7. Government should not interfere in the free market. Because they oppose commerce in things that are intrinsically immoral and harmful, such as hard drugs, prostitution, or obscene materials, conservatives are accused by libertarians of opposing the free market. This is false. Conservatives value the free market as much as libertarians, as a means for mutually beneficial exchanges, as an occasion for the exercise of virtues such as creativity, cooperation, industry, honesty, and thrift, and as an indispensable source of information (through the pricing mechanism) for individuals on the best use of resources.
But conservatives oppose the “total market,” in which all human associations, such as families and churches, are falsely remade in the image of ordinary contracts, and in which all voluntary (short of force or fraud) contracts between consenting adults are enforced by law. In the libertarian universe there are no citizens, only consumers.
For conservatives, private property and the free market are important institutions for human flourishing, but their value and success critically depend upon non-market institutions such as the family and the political association, as well as a moral and cultural milieu favorable to honesty, trust, industry, and other important virtues. ...
8. The only alternative to libertarianism is totalitarianism. This is a false dilemma. Between the fantasies of libertarianism and totalitarianism is the wide spectrum of governments that have actually existed through most of human history. ...
Conservatives recognize the dangers of moral fanaticism, but they insist, with historical evidence to back them up, that the remedy is not to facilitate the debauchery of society by eliminating the props to good moral character, but to reinforce and support those props.
9. Libertarianism is based upon a realistic understanding of human nature.Libertarians accuse conservatives of being utopian or naïve about human nature.

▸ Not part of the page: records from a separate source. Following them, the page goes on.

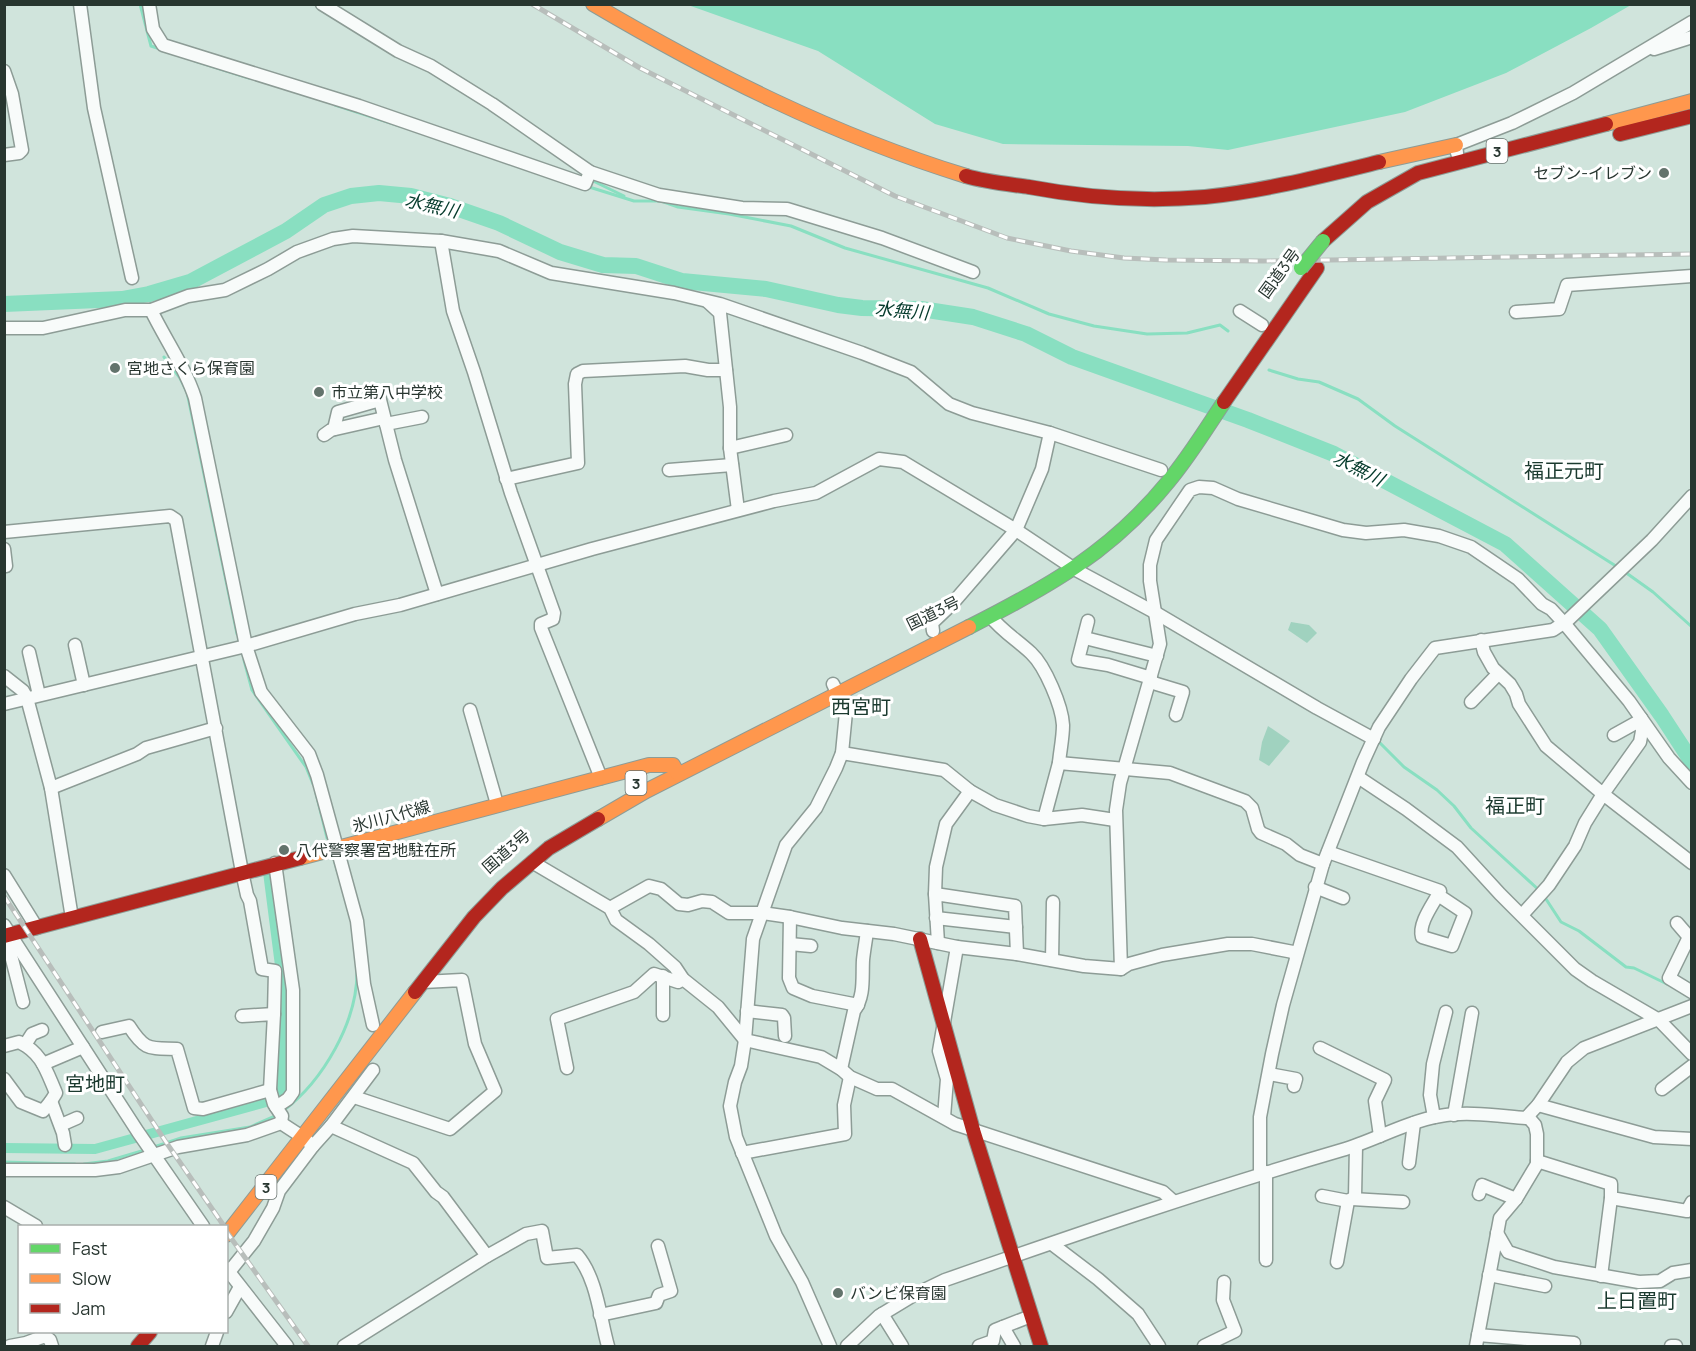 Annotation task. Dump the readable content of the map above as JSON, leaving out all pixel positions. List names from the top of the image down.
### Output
{
  "streets": {
    "main road": ["3", "国道3号", "氷川八代線"]
  },
  "crossings": [
    ["国道3号", "氷川八代線"]
  ],
  "districts": [
    "福正元町",
    "西宮町",
    "福正町",
    "宮地町",
    "上日置町"
  ],
  "water": ["水無川"],
  "places": [
    "セブン-イレブン",
    "宮地さくら保育園",
    "市立第八中学校",
    "八代警察署宮地駐在所",
    "バンビ保育園"
  ],
  "legend": ["Fast", "Slow", "Jam"]
}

Self-regarding actions are sufficient for producing a free and prosperous society, they argue. Moreover, power by its very nature corrupts human beings and therefore should be narrowly circumscribed and vigilantly watched.
Conservatives reply that it is the libertarians who are utopian for failing to give proper weight to the full range of human motives, and to the exigencies of a free society and limited government. ...
10. “Freedom works.” A frequent refrain of Hayek, but what does it mean? Weapons also “work,” though not necessarily for good. Freedom cannot be evaluated apart from the ends that it serves.